Exercise objective
Each line with the word "秋葉街道" must appear in the answer, copied from the records.

::: Source material

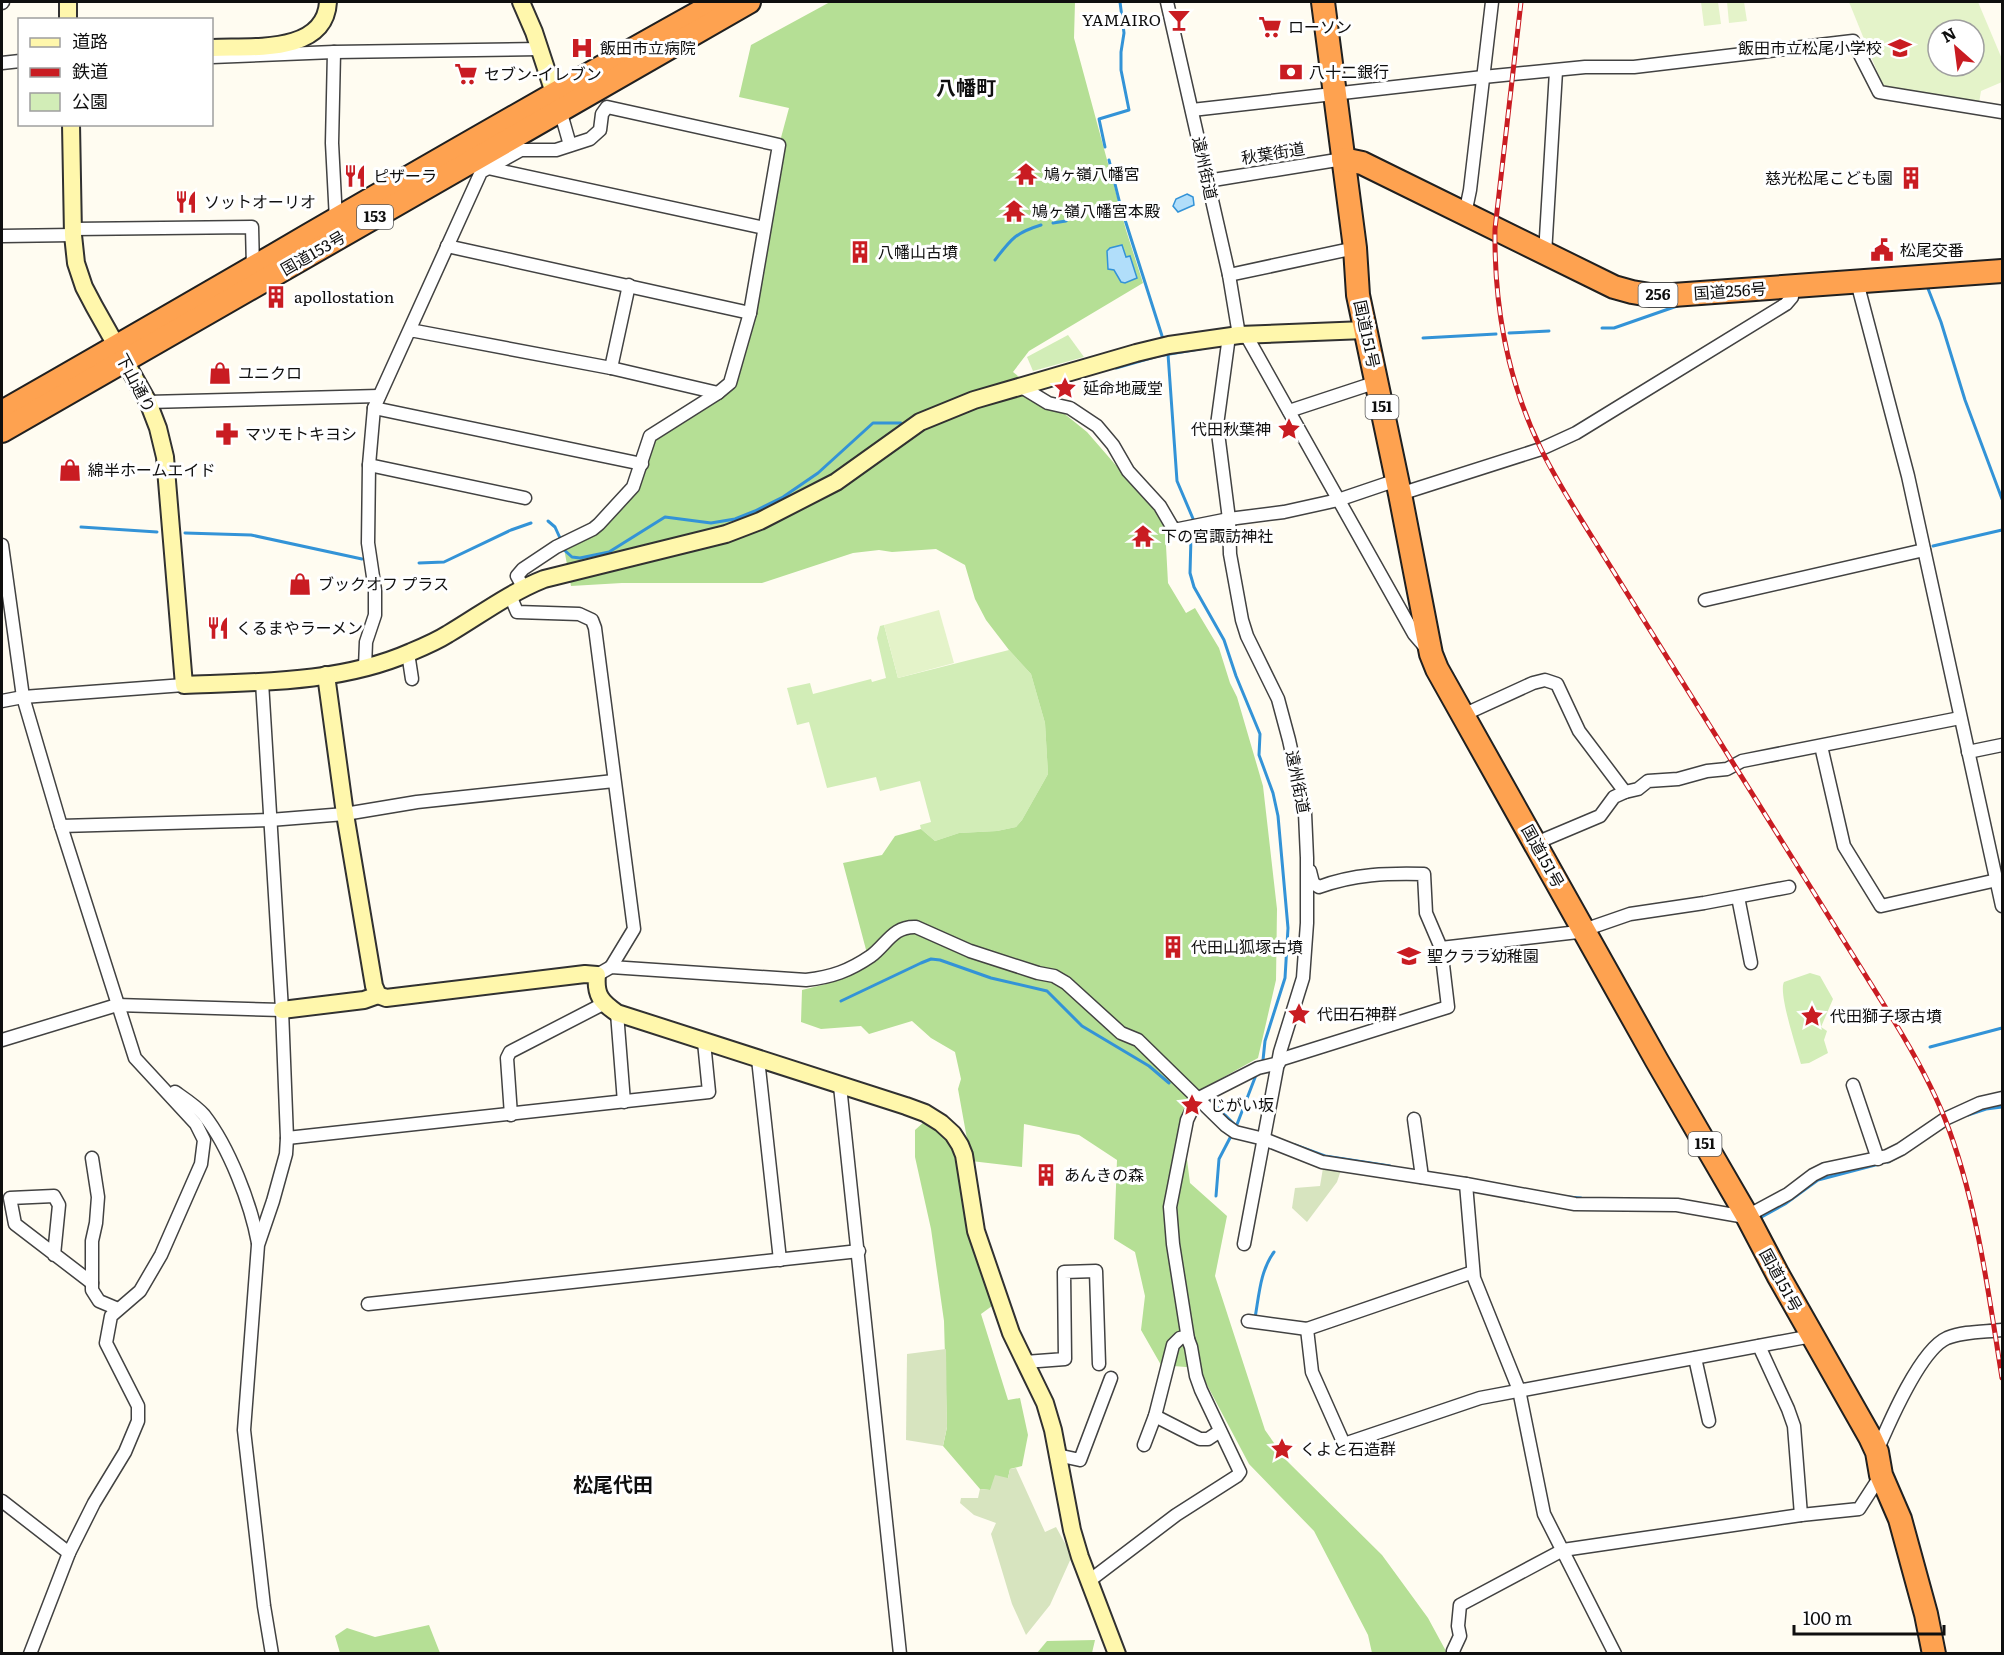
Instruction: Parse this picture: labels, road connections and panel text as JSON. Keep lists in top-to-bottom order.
{
  "streets": {
    "highway": [
      "153",
      "国道153号",
      "国道256号",
      "256",
      "国道151号",
      "151"
    ],
    "street": ["秋葉街道", "遠州街道", "下山通り"]
  },
  "crossings": [
    ["秋葉街道", "遠州街道"],
    ["秋葉街道", "国道256号"],
    ["秋葉街道", "国道151号"],
    ["遠州街道", "国道151号"],
    ["国道153号", "下山通り"],
    ["国道256号", "国道151号"]
  ],
  "districts": ["八幡町", "松尾代田"],
  "places": {
    "bar": ["YAMAIRO"],
    "supermarket": ["ローソン", "セブン-イレブン"],
    "hospital": ["飯田市立病院"],
    "school or university": ["飯田市立松尾小学校", "聖クララ幼稚園"],
    "bank": ["八十二銀行"],
    "temple": ["鳩ヶ嶺八幡宮", "鳩ヶ嶺八幡宮本殿", "下の宮諏訪神社"],
    "restaurant": ["ピザーラ", "ソットオーリオ", "くるまやラーメン"],
    "building": [
      "慈光松尾こども園",
      "八幡山古墳",
      "apollostation",
      "代田山狐塚古墳",
      "あんきの森"
    ],
    "public building": ["松尾交番"],
    "shop": ["ユニクロ", "綿半ホームエイド", "ブックオフ プラス"],
    "place": [
      "延命地蔵堂",
      "代田秋葉神",
      "代田石神群",
      "代田獅子塚古墳",
      "じがい坂",
      "くよと石造群"
    ],
    "pharmacy": ["マツモトキヨシ"]
  },
  "legend": ["道路", "鉄道", "公園"],
  "scale_bar": "100 m",
  "north": "top left"
}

::::::

Solution
    "street": ["秋葉街道", "遠州街道", "下山通り"]
    ["秋葉街道", "遠州街道"],
    ["秋葉街道", "国道256号"],
    ["秋葉街道", "国道151号"],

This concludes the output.